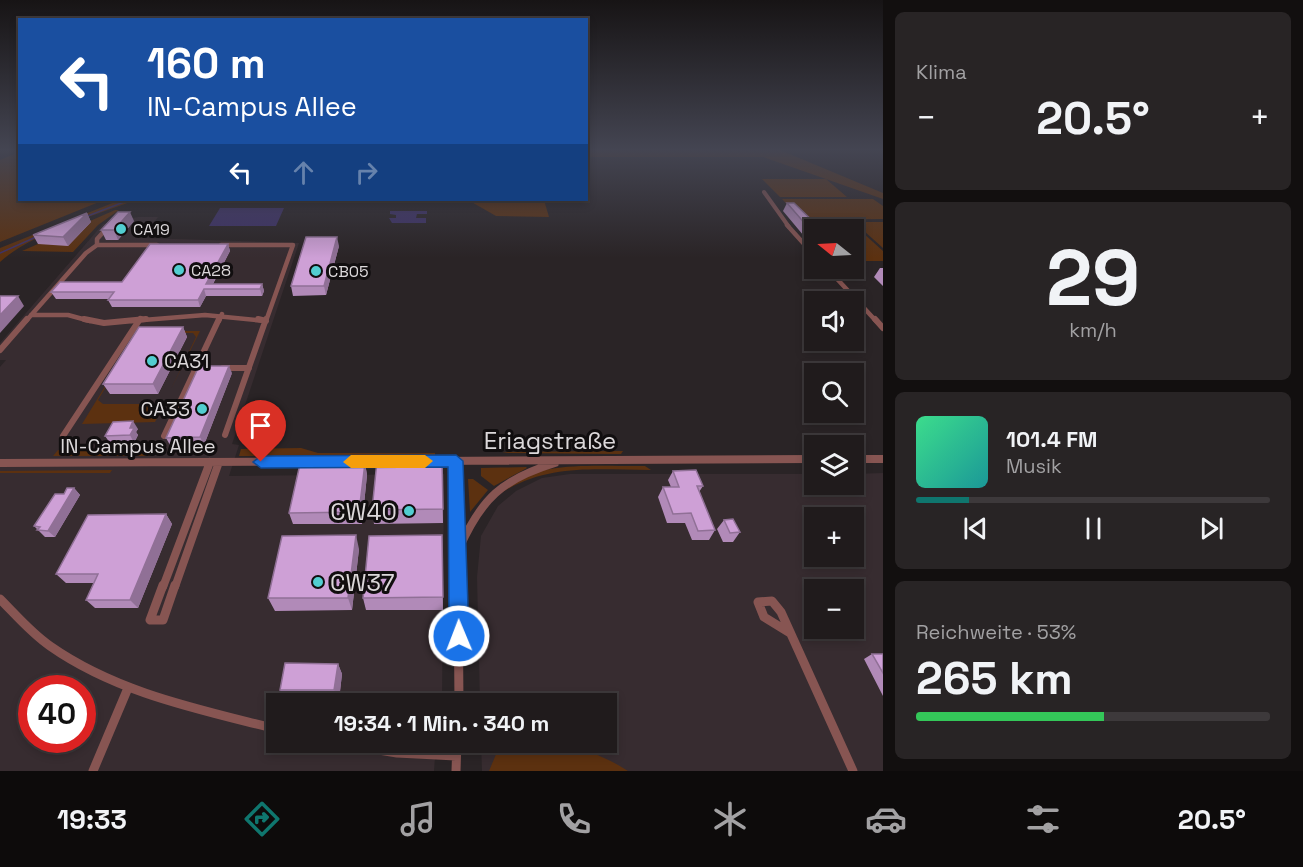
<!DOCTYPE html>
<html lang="de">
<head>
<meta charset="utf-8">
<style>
	body { margin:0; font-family:"Space Grotesk",sans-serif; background:#282425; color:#f1f3f6; height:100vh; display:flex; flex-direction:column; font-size:22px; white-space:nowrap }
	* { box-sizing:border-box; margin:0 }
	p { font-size:20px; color:#a2a1a3 }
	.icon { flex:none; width:33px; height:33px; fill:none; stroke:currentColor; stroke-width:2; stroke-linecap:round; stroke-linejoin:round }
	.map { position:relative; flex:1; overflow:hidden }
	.panel { display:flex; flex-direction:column; gap:12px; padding:12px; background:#120f0f; width:420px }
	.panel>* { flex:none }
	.banner { position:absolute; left:18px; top:18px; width:570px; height:183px; border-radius:0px; box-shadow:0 3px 9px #0003,0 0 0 2px #3d393b; background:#1a4fa0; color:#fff; overflow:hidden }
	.needle { width:39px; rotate:288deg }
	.fabs { position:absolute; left:804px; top:219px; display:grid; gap:12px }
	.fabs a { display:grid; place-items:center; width:60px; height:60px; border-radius:0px; background:#201b1c; box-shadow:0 3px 9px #0003,0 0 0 2px #3d393b; font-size:30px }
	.speed { position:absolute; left:18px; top:675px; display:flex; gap:12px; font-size:30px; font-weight:700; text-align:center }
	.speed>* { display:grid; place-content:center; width:78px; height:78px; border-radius:50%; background:#201b1c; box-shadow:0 3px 9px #0003,0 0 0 2px #3d393b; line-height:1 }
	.speed .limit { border:9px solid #d22; background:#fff; color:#111 }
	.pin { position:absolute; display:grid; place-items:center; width:51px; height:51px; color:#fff; margin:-62px -26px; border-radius:50% 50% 50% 0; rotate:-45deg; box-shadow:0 0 6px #0007 }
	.pin .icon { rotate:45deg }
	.me { position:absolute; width:66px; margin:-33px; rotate:359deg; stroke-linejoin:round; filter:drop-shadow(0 0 4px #0008) }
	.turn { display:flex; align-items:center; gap:21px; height:126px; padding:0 30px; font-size:27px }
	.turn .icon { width:78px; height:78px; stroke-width:2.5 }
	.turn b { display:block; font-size:42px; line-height:51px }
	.lanes { display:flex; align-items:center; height:57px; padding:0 30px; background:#0003; justify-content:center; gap:30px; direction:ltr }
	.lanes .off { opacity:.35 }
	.big { font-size:45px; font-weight:700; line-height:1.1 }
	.panel .card { flex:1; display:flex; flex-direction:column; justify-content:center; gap:9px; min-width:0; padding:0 21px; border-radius:9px; background:#282425 }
	.panel .dial { align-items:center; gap:0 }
	.dial b { font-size:78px; line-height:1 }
	.song { display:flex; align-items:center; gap:18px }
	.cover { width:72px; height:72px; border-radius:9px; background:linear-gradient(135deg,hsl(150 70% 55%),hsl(180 70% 35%)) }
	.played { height:6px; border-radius:3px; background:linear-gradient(90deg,#0f766e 15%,#3d393b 15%) }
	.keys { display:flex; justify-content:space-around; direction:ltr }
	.heat { display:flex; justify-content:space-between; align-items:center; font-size:33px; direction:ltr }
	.charge { height:9px; border-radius:4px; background:linear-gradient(90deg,#34c759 53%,#3d393b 0) }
	.trip { position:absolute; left:266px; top:693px; width:351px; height:60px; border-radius:0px; background:#201b1c; box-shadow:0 3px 9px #0003,0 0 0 2px #3d393b; font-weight:700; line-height:60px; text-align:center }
	.tabs { display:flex; height:96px; justify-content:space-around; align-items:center; background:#0d0b0b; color:#a2a1a3 }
	.tabs .icon { width:42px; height:42px }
	.tabs .active { color:#0f766e }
	.tabs b { font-size:27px; color:#f1f3f6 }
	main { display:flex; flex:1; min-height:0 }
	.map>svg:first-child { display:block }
	.built { fill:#372c30; fill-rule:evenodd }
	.green { fill:#5c3110 }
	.water { fill:#3e3268 }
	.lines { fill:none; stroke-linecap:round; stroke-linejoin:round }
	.stream { stroke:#3e3268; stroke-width:1.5 }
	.minor-far4 { stroke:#875552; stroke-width:4 }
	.minor-far3 { stroke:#875552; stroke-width:4.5 }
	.minor-far2 { stroke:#875552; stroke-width:6 }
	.minor-far1 { stroke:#875552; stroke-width:8 }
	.minor { stroke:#875552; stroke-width:9 }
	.wall { fill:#b18ab8 }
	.shaded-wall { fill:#907096 }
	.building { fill:#cea0d6; stroke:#907096; stroke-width:1.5 }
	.route { fill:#1a73e8; stroke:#114b97; stroke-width:1.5 }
	.slow { fill:#f59e0b }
	.poi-dot { fill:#52cdd0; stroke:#110e0f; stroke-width:2 }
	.labels { text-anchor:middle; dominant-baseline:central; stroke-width:6; stroke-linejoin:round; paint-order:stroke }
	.far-poi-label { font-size:16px; fill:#dcd8da; stroke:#110e0f; text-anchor:start }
	.poi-label { font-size:20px; fill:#dcd8da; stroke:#110e0f; text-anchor:start }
	.street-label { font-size:20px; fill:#dcd8da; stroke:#110e0f }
	.near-street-label { font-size:24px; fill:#dcd8da; stroke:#110e0f }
	.near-poi-label { font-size:24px; fill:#dcd8da; stroke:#110e0f; text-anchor:end }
</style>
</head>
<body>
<main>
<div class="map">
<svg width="883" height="771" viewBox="0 0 883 771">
	<rect width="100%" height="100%" fill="#2a2426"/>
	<path class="built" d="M138 217H158L143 238 299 243 232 444 239 445 229 476 444 474 442 703 276 704V742L436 743 434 771H0V367L6 360H0V343L103 224ZM32 688H82V740H32Z
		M883 473V771H482L481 743 606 742V704H480L477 577 481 536 498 506 516 491 542 478 570 474H814V484H854V474ZM814 518H854V556H814ZM814 590H854V628H814Z"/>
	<path class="green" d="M587 150H780L883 193V199L763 157H587Z
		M19 152 20 200H104L0 242V160Z
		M762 179H826L847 197H780Z
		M782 199H873L883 206V219L802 220Z
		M120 200H135C96 215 30 234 0 262V248Z
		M468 200H544L549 217 496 216Z
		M115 210H119L98 225 73 252 22 251Z
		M854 222H883V248Z
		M807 223H852L883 251V261H854V230H814Z
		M139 331H200L171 389 196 337 193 333H147L135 338 98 400 103 404H160L163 406 155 422 82 424Z
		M301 448 318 453H435V455L239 456 241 449Z
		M153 449 150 456H53L58 450Z
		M623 451 621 454 502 453 508 452Z
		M645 466 651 470C596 470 549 463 501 493 526 458 606 467 645 466Z
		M481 468 526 467 527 468 494 486 481 476Z
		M112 470 110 473H0V471Z
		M468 479H473L488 490 470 512Z
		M514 742C557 742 591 747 628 771H489L497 752Z"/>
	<path class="water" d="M220 208H284L276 226H209Z
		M390 211H427V214H417L416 218H426V223H392L389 218H396V215L390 214Z"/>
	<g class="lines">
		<path class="stream" d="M85 217 129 200
			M0 253 36 237"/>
		<path class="minor-far4" d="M764 192 789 227"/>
		<path class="minor-far3" d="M787 225 814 255
			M97 245H157
			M221 245H293L266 321
			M827 268 876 321
			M31 315H68L90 321
			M26 321 86 253 97 245V239L107 228
			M131 321 205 315 265 321
			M139 321 141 318
			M219 321 222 314"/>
		<path class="minor-far2" d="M84 319 104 323 146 319
			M258 319 266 321
			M875 319 883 328
			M0 350 27 319
			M223 368H249
			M225 435 266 319
			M63 436 140 319
			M164 436 219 319"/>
		<path class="minor-far1" d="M854 459H883
			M434 461 814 459
			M456 461 458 587
			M0 463 385 461
			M459 549C481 499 502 479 555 463
			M163 587 210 462
			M175 587 219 462"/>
		<path class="minor" d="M163 585 150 620H163L175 585
			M458 585 459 704
			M0 599C16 615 31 633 50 646 117 693 198 709 276 729
			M790 633 764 617 758 602 772 601 781 612 853 771
			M330 742 397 753 456 756
			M93 771 128 688
			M456 771 457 742"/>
	</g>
	<path class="wall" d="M787 203 814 230V248L783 211Z
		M87 213 91 222 68 246 38 244 33 235Z
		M134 221 118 240H106L101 230Z
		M228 244 230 251 213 284H262L264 291 262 296H206L200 307H112L108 300 109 299H56L51 292 122 282Z
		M339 246 326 295 293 296 291 286Z
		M880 268H883V286L874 277Z
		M183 327 187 337 158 394H110L103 384Z
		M232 373 204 445H170L166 438Z
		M138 429 136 432 138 435 134 443H110L105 436Z
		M442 460 443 523 374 524 372 510Z
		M365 463 367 475 362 524H293L289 513Z
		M673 471 703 486 699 492 715 530 709 540H692L685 523H667L658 497 663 487H671L668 480Z
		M74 488 80 495 55 537H45L34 526 64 494Z
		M166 514 172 524 138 608H95L86 600 94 583H66L56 574Z
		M724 520 740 532 733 542H723L717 529Z
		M442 535 443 610H366L363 598Z
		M359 549 352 610 275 611 268 598Z
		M872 654H883V696L864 659Z
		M338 664 342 674 339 700H287L280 690Z"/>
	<path class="shaded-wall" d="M130 212 134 221 118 240 114 230Z
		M87 213 91 222 68 246 63 237Z
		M337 237 339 246 326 295 324 286Z
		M228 244 230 251 210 289 206 284Z
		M262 284 264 291 262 296 260 289Z
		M204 289 206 296 200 307 198 300Z
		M18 296 24 306 0 333V315Z
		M183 327 187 337 158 394 153 384Z
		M229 366 232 373 204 445 200 437Z
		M133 421 138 429 136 432 138 435 134 443 130 435V428Z
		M365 463 367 475 362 524 359 512Z
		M74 488 80 495 55 537 48 531Z
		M166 514 172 524 138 608 130 600Z
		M356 535 359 549 352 610 348 598Z
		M338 664 342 674 339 700 334 690Z"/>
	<path class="building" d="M787 203H794L822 230H814V234Z
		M118 212H130L114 230H101Z
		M87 213 63 237 33 235Z
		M306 237H337L324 286H291Z
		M150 244H228L206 284H262L260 289H204L198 300H108L114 292H51L60 282H122Z
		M0 296H18L0 315Z
		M139 327H183L153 384H103Z
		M199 366H229L200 437 166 438Z
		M133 421 130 428H134L130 435 105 436 113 422Z
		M442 460 443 509 372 510 377 461Z
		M365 463 359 512 289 513 300 464Z
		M696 470 703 486H697L715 530 698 531 691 513 673 514 663 487H679L673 471Z
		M67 488H74L48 531 37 530 40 527 34 526 55 494H64Z
		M166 514 130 600H86L98 574H56L88 515Z
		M733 519 740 532 730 533 724 520Z
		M356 535 348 598H268L282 536Z
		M442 535 443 597 363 598 369 536Z
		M872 654H883V673Z
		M285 663 338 664 334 690H280Z"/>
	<linearGradient id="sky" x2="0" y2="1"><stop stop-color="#171415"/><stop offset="0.58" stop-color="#444552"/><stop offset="1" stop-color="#444552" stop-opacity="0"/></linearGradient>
	<rect width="883" height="258" fill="url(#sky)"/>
	<path class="route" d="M456 455 463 461 469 636 467 644 459 646 452 644 449 636 448 467 261 468 253 462 261 456Z"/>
	<path class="slow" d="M351 455H425L433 461 425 468H351L343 462Z"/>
	<g class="poi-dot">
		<circle cx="121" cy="229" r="6"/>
		<circle cx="179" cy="270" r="6"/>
		<circle cx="316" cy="271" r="6"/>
		<circle cx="152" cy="361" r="6"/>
		<circle cx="202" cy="409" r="6"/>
		<circle cx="409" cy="511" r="6"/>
		<circle cx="318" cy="582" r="6"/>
	</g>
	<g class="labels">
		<g class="far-poi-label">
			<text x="133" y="229">CA19</text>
			<text x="191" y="270">CA28</text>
			<text x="328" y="271">CB05</text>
		</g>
		<g class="poi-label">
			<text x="164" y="361">CA31</text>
			<text x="190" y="409" text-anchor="end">CA33</text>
		</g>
		<g class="street-label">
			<text x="138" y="446">IN-Campus Allee</text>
		</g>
		<g class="near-street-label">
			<text x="550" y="440">Eriagstraße</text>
		</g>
		<g class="near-poi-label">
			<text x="397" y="511">CW40</text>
			<text x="330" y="582" text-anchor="start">CW37</text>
		</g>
	</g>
</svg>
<div class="fabs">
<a><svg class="needle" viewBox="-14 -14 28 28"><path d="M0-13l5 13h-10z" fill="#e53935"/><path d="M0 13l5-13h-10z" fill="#a2a1a3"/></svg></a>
<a><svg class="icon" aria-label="sound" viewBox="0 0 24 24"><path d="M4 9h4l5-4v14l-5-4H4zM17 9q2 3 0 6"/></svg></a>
<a><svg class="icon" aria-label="search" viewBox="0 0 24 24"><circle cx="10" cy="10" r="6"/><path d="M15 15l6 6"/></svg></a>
<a><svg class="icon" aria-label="layers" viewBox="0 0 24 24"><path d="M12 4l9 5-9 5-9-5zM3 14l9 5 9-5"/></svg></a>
<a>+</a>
<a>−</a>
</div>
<div class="speed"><div class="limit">40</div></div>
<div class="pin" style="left:261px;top:462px;background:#d93025"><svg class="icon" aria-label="arrive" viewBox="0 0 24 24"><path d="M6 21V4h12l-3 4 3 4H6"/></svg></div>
<svg class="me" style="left:459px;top:636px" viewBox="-20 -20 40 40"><circle r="17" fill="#1a73e8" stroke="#fff" stroke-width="3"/><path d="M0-11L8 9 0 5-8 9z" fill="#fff"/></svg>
<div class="trip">19:34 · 1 Min. · 340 m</div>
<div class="banner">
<div class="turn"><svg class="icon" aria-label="left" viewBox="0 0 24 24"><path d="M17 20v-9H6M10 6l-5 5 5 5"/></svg><div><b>160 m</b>IN-Campus Allee</div></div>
<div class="lanes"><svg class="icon" aria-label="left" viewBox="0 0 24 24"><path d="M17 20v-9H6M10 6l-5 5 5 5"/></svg><svg class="icon off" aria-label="ahead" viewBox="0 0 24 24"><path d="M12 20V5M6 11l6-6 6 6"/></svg><svg class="icon off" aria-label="right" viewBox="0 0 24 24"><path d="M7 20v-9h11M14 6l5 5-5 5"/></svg></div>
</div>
</div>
<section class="panel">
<div class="card"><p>Klima</p>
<div class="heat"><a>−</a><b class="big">20.5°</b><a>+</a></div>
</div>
<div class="card dial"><b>29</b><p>km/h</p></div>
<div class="card">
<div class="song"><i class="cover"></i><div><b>101.4 FM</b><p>Musik</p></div></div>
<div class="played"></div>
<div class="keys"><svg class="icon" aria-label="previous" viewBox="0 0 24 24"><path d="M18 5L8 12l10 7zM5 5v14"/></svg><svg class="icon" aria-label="pause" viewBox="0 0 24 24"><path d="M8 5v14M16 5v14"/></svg><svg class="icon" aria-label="next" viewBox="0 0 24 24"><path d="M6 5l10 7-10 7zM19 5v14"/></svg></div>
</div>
<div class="card"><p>Reichweite · 53%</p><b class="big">265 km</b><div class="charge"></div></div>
</section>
</main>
<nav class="tabs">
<b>19:33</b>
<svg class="icon active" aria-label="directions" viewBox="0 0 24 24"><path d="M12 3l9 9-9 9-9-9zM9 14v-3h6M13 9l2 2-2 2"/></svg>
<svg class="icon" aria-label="music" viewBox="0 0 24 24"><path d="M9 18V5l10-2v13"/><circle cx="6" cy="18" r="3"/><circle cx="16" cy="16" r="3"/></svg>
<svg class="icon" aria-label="phone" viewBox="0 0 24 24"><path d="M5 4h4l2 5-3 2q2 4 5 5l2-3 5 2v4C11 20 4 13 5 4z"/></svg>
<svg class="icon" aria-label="climate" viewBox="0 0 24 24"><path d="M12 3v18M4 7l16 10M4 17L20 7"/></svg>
<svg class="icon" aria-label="car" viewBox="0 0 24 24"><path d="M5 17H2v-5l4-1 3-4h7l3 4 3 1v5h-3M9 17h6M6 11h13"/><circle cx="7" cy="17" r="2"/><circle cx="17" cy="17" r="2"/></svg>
<svg class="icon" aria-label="filters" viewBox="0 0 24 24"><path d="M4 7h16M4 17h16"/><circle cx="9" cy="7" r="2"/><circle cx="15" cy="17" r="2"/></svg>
<b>20.5°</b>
</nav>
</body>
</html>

▶ Try it: Find the word "lines" in the data and copy out each line where it turns up.

▶ Answer for the task:
	.lines { fill:none; stroke-linecap:round; stroke-linejoin:round }
	<g class="lines">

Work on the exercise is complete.